Sunday, January 12, 2014

A cancer that threatens the clergy sex abuse victims: Religious believers are lobbying to build barriers around themselves and their institutions so that they can operate autonomously from the law.


2013: The Year in Review for Child Sex Abuse Victims’ Access to Justice

Blind Justice

                                                                                                                                                                 Child sex abuse victims, their families and friends, and, frankly, everyone except perpetrators and those who enable them, should be pleased about the progress toward victims’ access to justice in 2013. This past year, the pace of the movement quickened remarkably.

Sadly, though, religious groups have gone back to the drawing board to find new ways to protect themselves from the law, so there is also a cloud on the horizon for victims as well.

We need civil-rights advocates, children’s advocates, and survivors and their communities to work hard to make 2014 even better than 2013, and if we all work together, the prospects of our doing so are good.

The New Barriers Appearing in Some States for Clergy Abuse Victims

While survivors break down barriers to justice for all victims in many states, there is a disturbing new development spreading across the country like a cancer that threatens the clergy sex abuse victims: Religious believers are lobbying to build barriers around themselves and their institutions so that they can operate autonomously from the law.

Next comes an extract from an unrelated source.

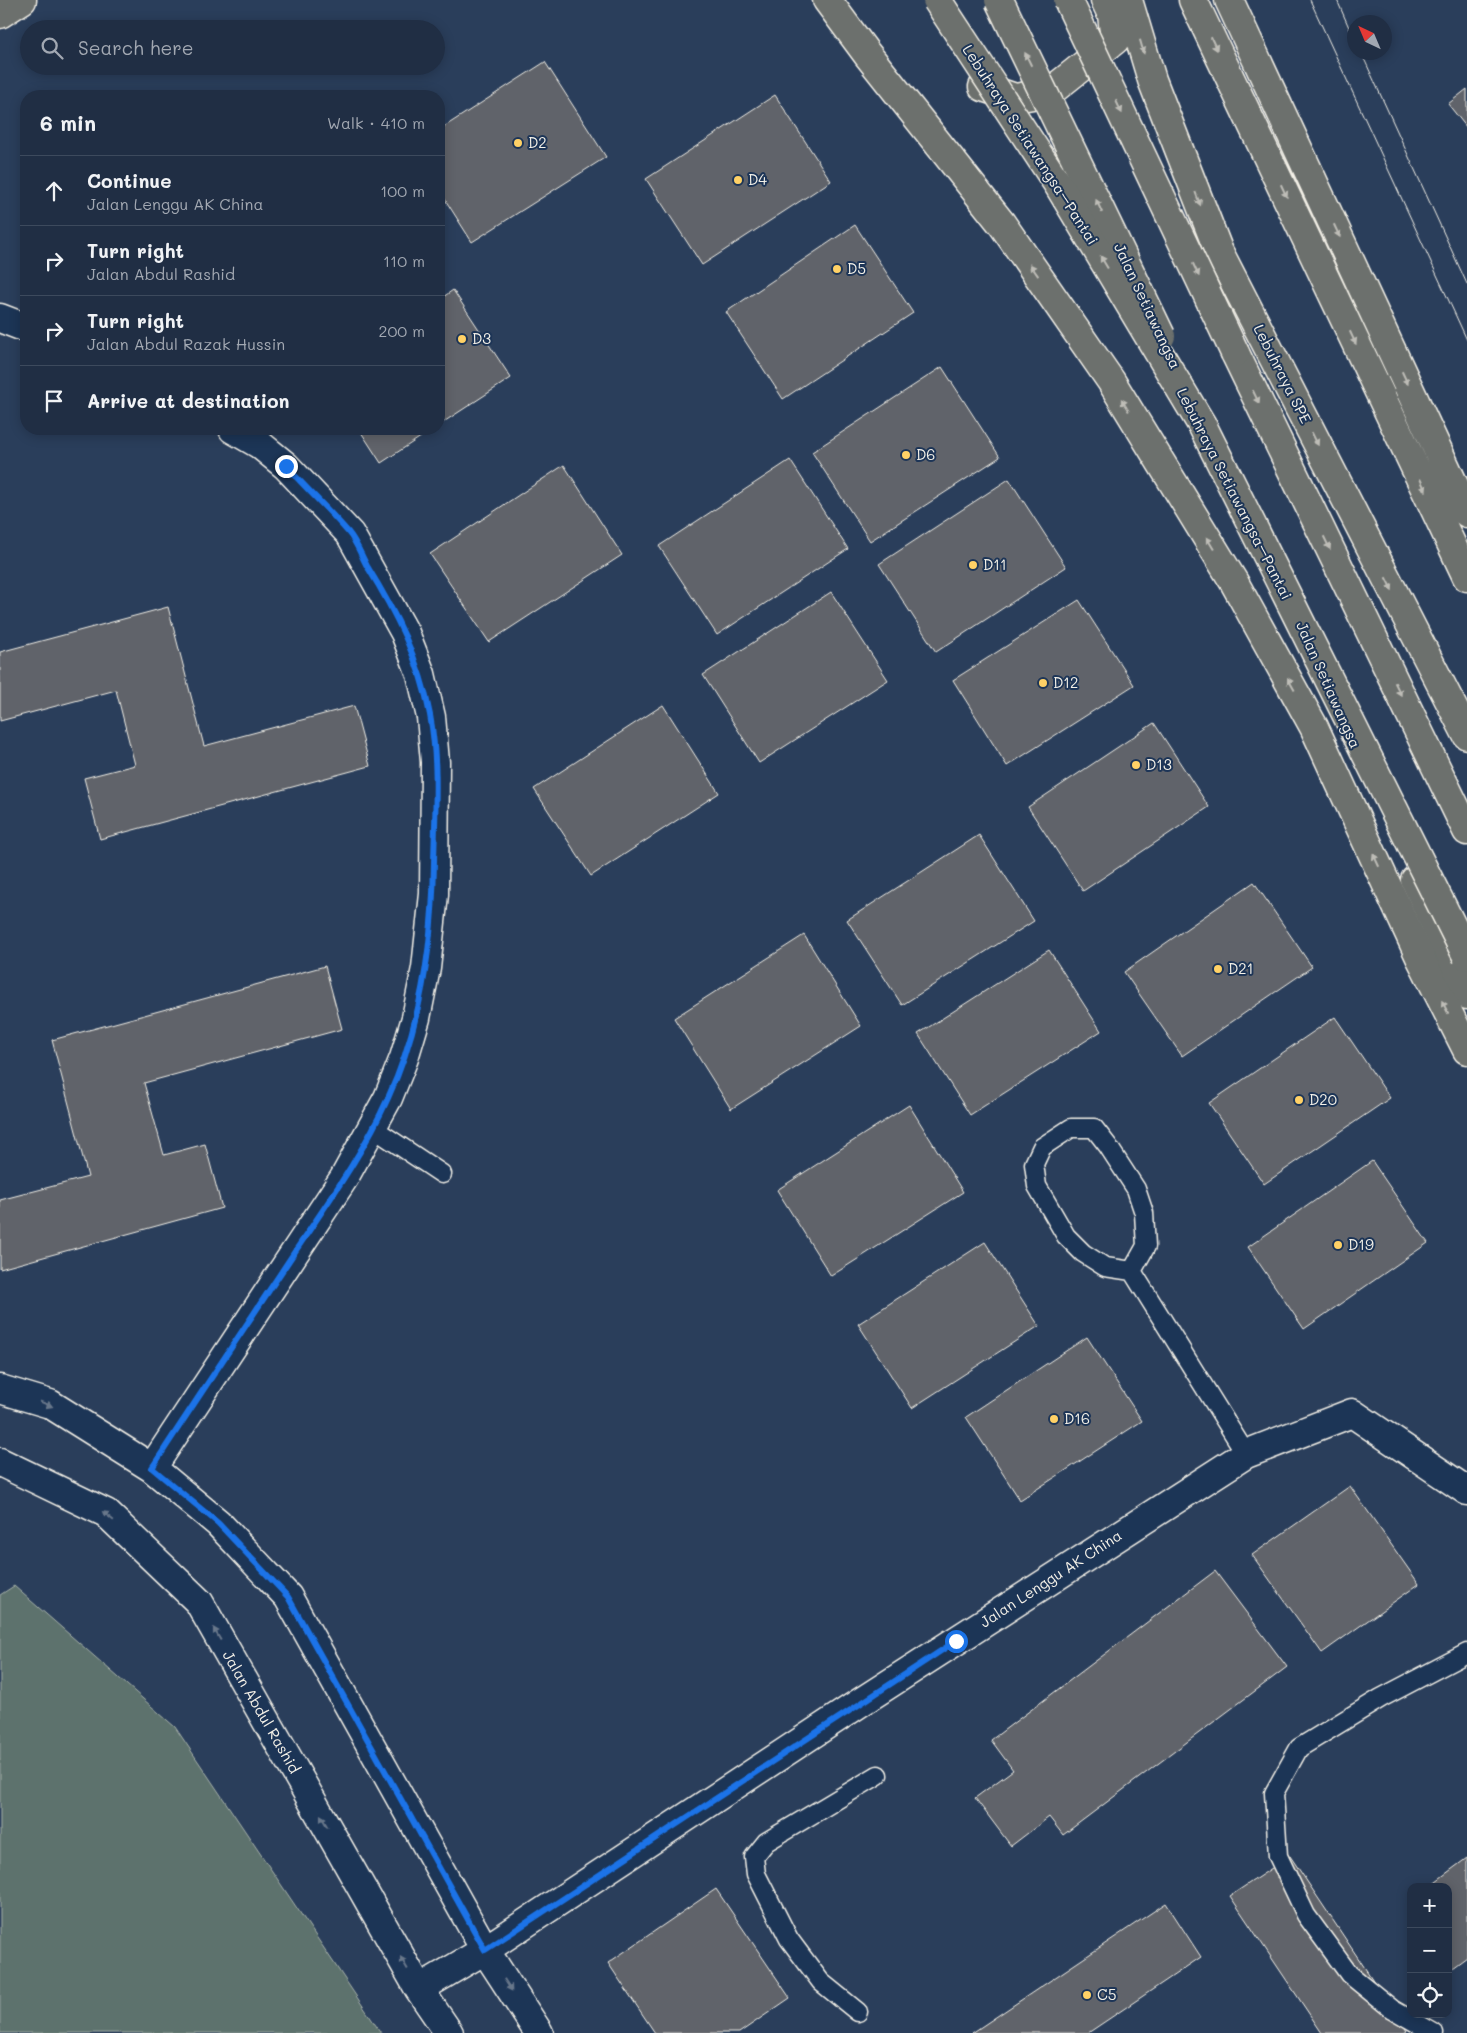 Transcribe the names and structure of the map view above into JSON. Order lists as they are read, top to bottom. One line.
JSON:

As I have discussed in many columns, the Religious Freedom Restoration Act (RFRA) is sheer folly, and the state versions of the legislation are no better. They give religious actors who otherwise would be liable for breaking the law a defense that makes it easier for them to violate just about any law they prefer to ignore. (As I discuss in this column, the federal RFRA is the operative law in the contraception mandate cases pending at the Supreme Court.)

New iterations of the state RFRAs are even worse than the original versions. In the vast majority of the state RFRAs, believers at least have to show that a law imposes a “substantial burden” on their religious exercise. That has been a standard that has made it unlikely that they can overcome every law they challenge.

Courts have read the word “substantial” as though it has meaning, which means believers have not always won under the RFRAs. That has not satisfied the apparently insatiable demand by believers to be laws unto themselves. In new iterations, therefore, religious lobbyists have removed “substantial.” So any burden, however minor, could trigger the right to overcome the law. Kentucky actually passed such a misguided bill over the saner veto of its Governor. For good reason, this version of a state RFRA got no traction in Texas. Other states are considering it, though. Currently, in Ohio and Maine, the state legislatures are considering similar legislation that would create a new RFRA without the requirement of the term “substantial” modifying “burden.” This reduction in the burden on the believer would increase litigation, endanger the vulnerable, and further lead United States religious believers down the dangerous path of the Me-Me-Me generation I described in this column.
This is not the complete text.